# WHAT THE TASK REQUIRES
Exactly as written, set down the lines from the top of the entries through the line bearing "0 #8b7bc0) drop-shadow(-1px", with every picture left out.

[Start of section]

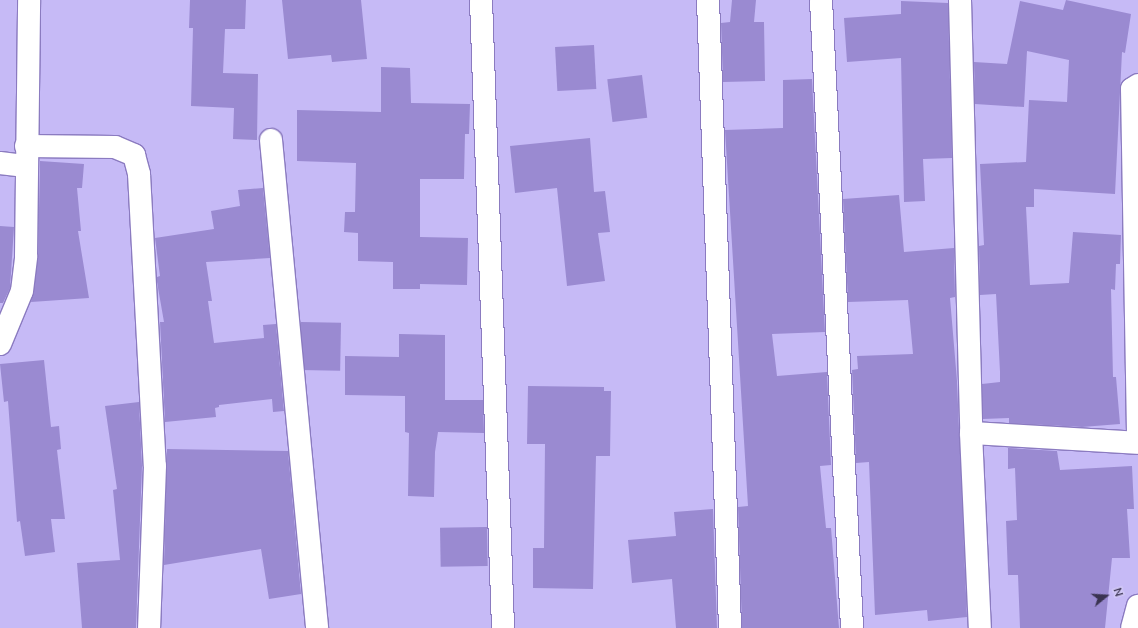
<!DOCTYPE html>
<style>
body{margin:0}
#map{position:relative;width:1138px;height:628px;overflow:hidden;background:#c6baf6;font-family:"Nunito Sans",sans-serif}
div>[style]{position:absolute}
.building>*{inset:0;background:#9a8ad1;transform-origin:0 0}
.roads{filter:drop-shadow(1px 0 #8b7bc0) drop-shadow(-1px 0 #8b7bc0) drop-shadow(0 1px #8b7bc0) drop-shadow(0 -1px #8b7bc0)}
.minor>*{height:22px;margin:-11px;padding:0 11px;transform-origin:11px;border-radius:11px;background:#fff}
span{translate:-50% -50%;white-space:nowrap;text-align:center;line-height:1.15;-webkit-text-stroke:3px #d3caf7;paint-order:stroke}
.north{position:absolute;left:1086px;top:576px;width:40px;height:40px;-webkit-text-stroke:3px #d3caf7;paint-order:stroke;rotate:72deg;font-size:11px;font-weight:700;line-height:16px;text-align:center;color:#3a3351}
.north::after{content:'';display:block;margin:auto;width:14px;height:18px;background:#3a3351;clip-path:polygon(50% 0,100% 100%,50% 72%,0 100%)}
</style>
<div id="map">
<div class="building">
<div style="clip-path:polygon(190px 0,246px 0,245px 29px,225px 29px,223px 73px,258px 74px,257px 140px,233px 139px,234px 108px,191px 106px,193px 28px,189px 28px)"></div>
<div style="clip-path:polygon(282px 0,361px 0,367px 59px,332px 62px,331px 55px,288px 59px)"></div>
<div style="clip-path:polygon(732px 0,756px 0,754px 22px,764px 22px,765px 81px,723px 82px,721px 23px,730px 22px)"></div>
<div style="clip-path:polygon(1066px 0,1131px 14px,1125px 53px,1122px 52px,1115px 194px,1034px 189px,1034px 207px,1026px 207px,1030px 285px,1069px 283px,1073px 232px,1121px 235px,1120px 264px,1116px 264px,1115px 290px,1111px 289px,1113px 377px,1116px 377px,1120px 424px,1082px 427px,1009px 423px,1009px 418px,983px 419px,982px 384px,1000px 382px,1000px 372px,996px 294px,980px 295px,979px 246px,984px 245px,980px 164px,1026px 162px,1029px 100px,1067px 102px,1069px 60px,1027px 51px,1024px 107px,975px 104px,974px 62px,1007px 64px,1020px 1px,1063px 10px)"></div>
<div style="clip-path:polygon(901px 1px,948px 3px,952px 158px,923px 159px,925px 201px,904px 202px,901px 58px,847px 62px,844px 18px,901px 14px)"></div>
<div style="left:594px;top:45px;width:44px;height:39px;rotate:87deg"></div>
<div style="clip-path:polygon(381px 67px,410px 68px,411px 103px,470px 104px,469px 134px,465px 134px,464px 179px,420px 179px,420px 237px,468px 238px,467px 285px,420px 284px,420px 289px,393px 289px,393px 262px,358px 261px,358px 233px,344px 232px,345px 212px,355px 212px,356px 163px,297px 161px,297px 110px,381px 112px)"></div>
<div style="left:642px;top:75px;width:43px;height:35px;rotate:83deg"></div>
<div style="clip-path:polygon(812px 79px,825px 332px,772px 334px,777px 376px,827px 372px,831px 465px,820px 466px,826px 528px,831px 528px,839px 628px,742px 628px,738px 507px,748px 506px,725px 130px,783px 128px,783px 80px)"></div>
<div style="clip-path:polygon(590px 138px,594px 192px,605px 191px,610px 232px,598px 233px,605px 281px,567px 286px,557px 188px,515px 193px,510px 146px)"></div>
<div style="clip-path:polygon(40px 161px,84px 164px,82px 188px,77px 188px,81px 231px,78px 231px,89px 298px,31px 302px,38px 256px)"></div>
<div style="clip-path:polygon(263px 188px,270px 258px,206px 262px,212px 301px,208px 301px,214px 343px,264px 338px,263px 325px,276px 324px,284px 411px,273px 412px,272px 399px,219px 405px,219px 407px,215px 408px,216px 417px,165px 422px,160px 322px,164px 322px,157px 282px,157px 277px,160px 276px,155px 238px,214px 229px,211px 211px,240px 206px,238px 190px)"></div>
<div style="clip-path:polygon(899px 195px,904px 252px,954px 248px,955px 297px,950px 298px,957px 381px,967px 617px,928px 621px,927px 610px,875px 615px,869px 462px,856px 463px,852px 370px,858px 369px,857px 356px,913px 354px,908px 300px,848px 302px,843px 199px)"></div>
<div style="clip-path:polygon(0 226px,14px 227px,10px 288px,3px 303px,0 303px)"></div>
<div style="left:301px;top:322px;width:40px;height:48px;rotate:1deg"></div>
<div style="clip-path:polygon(399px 334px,445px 335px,445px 400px,483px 400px,484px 433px,438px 432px,435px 452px,434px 497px,408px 496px,409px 433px,405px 432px,405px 396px,345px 395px,345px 356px,399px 357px)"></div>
<div style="clip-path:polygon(44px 360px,51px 427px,59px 426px,61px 449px,57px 450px,65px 519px,51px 519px,55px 552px,25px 556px,20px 521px,17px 522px,8px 401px,4px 402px,0 364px)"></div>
<div style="clip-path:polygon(528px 386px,604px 387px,604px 391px,611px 391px,610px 456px,596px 456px,593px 589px,533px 588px,533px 548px,544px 548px,545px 444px,527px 444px)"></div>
<div style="clip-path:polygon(139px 402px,142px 466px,136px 628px,82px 628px,77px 563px,120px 560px,113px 490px,117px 489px,105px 406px)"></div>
<div style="clip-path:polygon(1008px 448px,1057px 451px,1060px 470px,1132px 466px,1134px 509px,1127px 509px,1130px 558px,1112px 558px,1105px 628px,1020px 628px,1018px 575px,1008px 575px,1006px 521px,1017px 520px,1015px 468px,1008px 469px)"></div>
<div style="clip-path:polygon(167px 449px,288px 451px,301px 594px,269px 599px,261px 549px,164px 565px)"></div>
<div style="clip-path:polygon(713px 509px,717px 628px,676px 628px,672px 579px,632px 583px,628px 540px,676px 536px,674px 512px)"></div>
<div style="left:487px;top:527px;width:39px;height:47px;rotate:89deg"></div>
</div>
<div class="roads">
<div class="minor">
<div style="left:481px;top:0;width:628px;rotate:87.99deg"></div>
<div style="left:708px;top:0;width:628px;rotate:87.99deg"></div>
<div style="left:821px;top:0;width:629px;rotate:87.17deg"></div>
<div style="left:960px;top:0;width:433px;rotate:88.5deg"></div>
<div style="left:971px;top:433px;width:195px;rotate:87.4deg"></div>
<div style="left:1138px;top:85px;width:7px;rotate:146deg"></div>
<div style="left:1132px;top:89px;width:350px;rotate:89deg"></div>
<div style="left:271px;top:140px;width:490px;rotate:84.6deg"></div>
<div style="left:26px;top:146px;width:89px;rotate:0.6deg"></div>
<div style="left:115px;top:147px;width:21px;rotate:23deg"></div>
<div style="left:134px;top:155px;width:20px;rotate:75deg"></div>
<div style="left:139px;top:174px;width:292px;rotate:86.9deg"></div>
<div style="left:155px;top:466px;width:162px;rotate:92.1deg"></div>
<div style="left:0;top:163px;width:26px;rotate:7deg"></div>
<div style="left:0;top:344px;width:57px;rotate:-67.5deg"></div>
<div style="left:22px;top:291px;width:35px;rotate:-83deg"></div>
<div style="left:26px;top:256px;width:256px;rotate:-89.3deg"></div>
<div style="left:971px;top:433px;width:167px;rotate:3.4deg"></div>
<div style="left:1132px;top:628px;width:23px;rotate:-75deg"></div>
</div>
</div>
<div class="north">N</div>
</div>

[End of section]

# RESPONSE BELOW
<!DOCTYPE html>
<style>
body{margin:0}
#map{position:relative;width:1138px;height:628px;overflow:hidden;background:#c6baf6;font-family:"Nunito Sans",sans-serif}
div>[style]{position:absolute}
.building>*{inset:0;background:#9a8ad1;transform-origin:0 0}
.roads{filter:drop-shadow(1px 0 #8b7bc0) drop-shadow(-1px 0 #8b7bc0) drop-shadow(0 1px #8b7bc0) drop-shadow(0 -1px #8b7bc0)}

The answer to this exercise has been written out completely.